The Motor Carrier Act (“MCA”) exemption to the FLSA’s overtime pay requirement prevents many truck drivers from receiving time-and-one-half overtime pay when they work over 40 hours in a workweek. But the MCA exemption is not absolute. For example, in a case handled by our law firm, a federal court in Philadelphia explained that, due to a complicated series of legislative amendments, drivers are entitled to overtime pay for workweeks arising after June 2008 if their job duties included, in part, driving vehicles with a gross vehicle weight of under 10,000 pounds. See Mayan v. Rydbom Express, Inc., 2009 U.S. Dist. LEXIS 90525 (E.D. Pa. Sept. 30, 2009). Based on the above, package delivery drivers who always or sometimes drive vans or pick-up trucks are entitled to overtime pay. Be on the lookout for violations of this glitch in the FLSA. Our firm would be delighted to consult with any of your package delivery clients who have been denied overtime pay.

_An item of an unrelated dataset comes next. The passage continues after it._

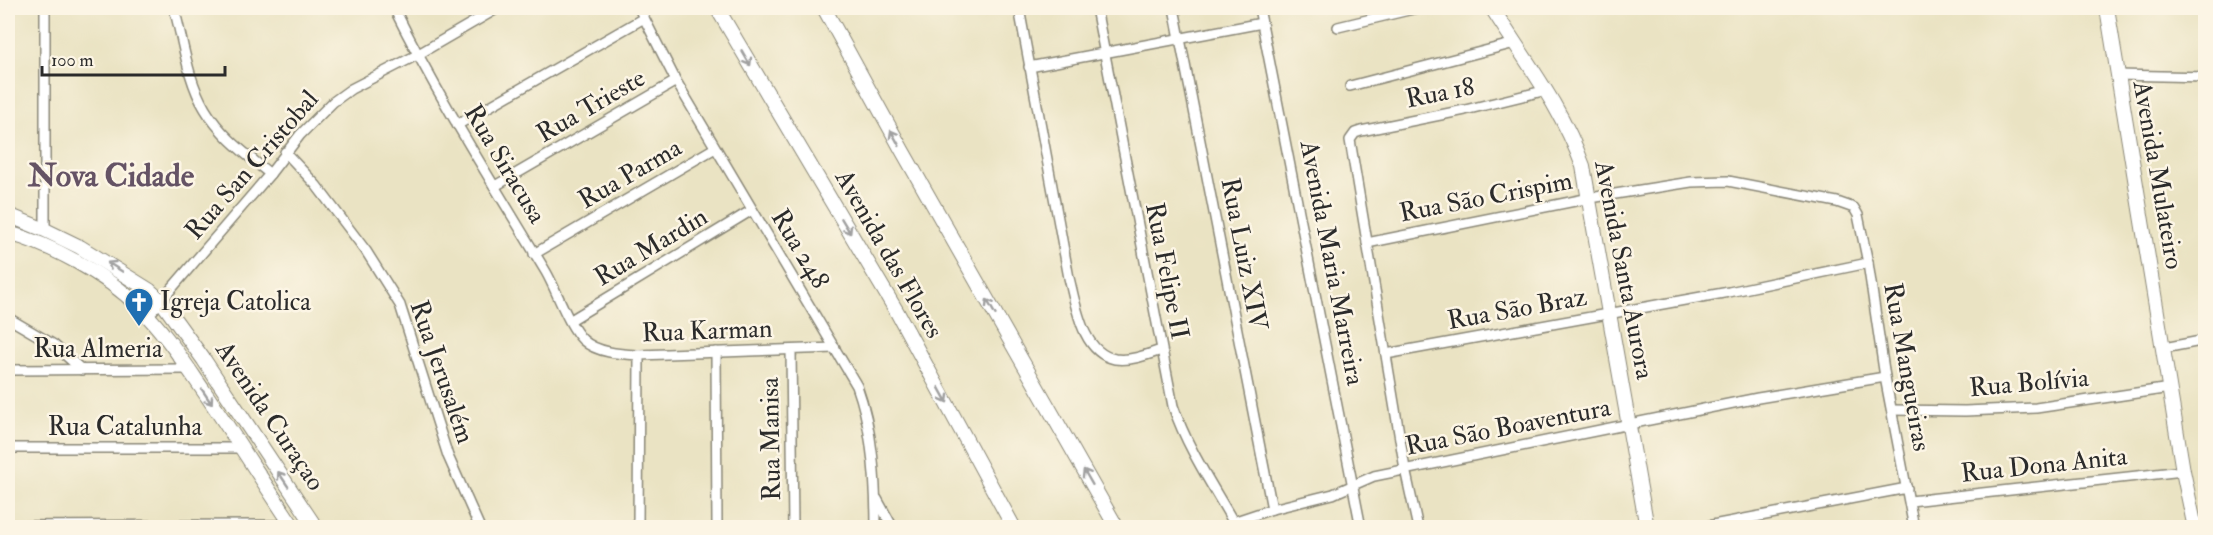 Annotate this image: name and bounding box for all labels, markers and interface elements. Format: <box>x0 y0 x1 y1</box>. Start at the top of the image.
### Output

Don’t Fear Defendants’ “Happy-Camper” Declarations and Affidavits

Sunday, October 11th, 2009

In opposing FLSA conditional certification, defendants often gather affidavits or declarations from the plaintiffs’ co-workers to rebut the allegations in the plaintiffs’ FLSA complaint or to demonstrate that plaintiffs are not similarly situated to the co-workers.  We have faced this litigation tactic on various occasions in our Pennsylvania and New Jersey overtime cases, most recently in a Philadelphia overtime case involving the right of hospital employees to be paid for time spent performing work activities during their meal breaks/lunch breaks.  Here is some caselaw that might help you next time you face this issue:

It’s not too surprising that defendants and their lawyers are able to obtain “happy camper” declarations/affidavits.  As one district court has observed:  “It is, of course, unlikely that potential class members would be unanimously supportive when most potential class members have an interest in maintaining amicable relationships at work.”  Jensen v. Eveleth Taconite Co., 139 F.R.D. 657, 664 (D. Minn. 1991); accord Siddiqi v. Regents of the Univ. of Cal., 2000 U.S. Dist. LEXIS 19930, *24-25 (N.D. Cal. Sept. 6, 2000) (citing cases).  Moreover, common sense dictates that “where the absent class member and the defendant are involved in an ongoing business relationship, such as employer-employee, any communications are more likely to be coercive.”  Belt v. Emcare Inc., 299 F. Supp. 2d 664, 668 (E.D. Tx. 2003); accord Kleiner v. First Nat’l Bank of Atlanta, 751 F.2d 1193, 1201-03 (11th Cir. 1985); see also Shores v. Publix Super Markets, Inc., 1996 U.S. Dist. LEXIS 22396, *9 (M.D. Fla. Nov. 25, 1996) (unlike information “that employees may review and analyze in the privacy of their own home, [an employer's] communications are disseminated at the workplace, by the very managers accused of propagating [illegal] practices”).  Consistent with this common sense notion, district courts handling FLSA conditional certification motions find little or no value in employer-obtained declarations.  See, e.g., Sjoblom v. Charter Comm., 2007 U.S. Dist. LEXIS 94829 (W.D. Wis. Dec. 26, 2007); In re Wells Fargo Home Mortg. Overtime Pay Litig., 527 F. Supp. 2d 1053, 1060-61 (N.D. Cal. 2007); Mevorah v. Wells Fargo Home Mortg., Inc., 2005 U.S. Dist. LEXIS 28615, *12-16 (N.D. Cal. Nov. 17, 2005).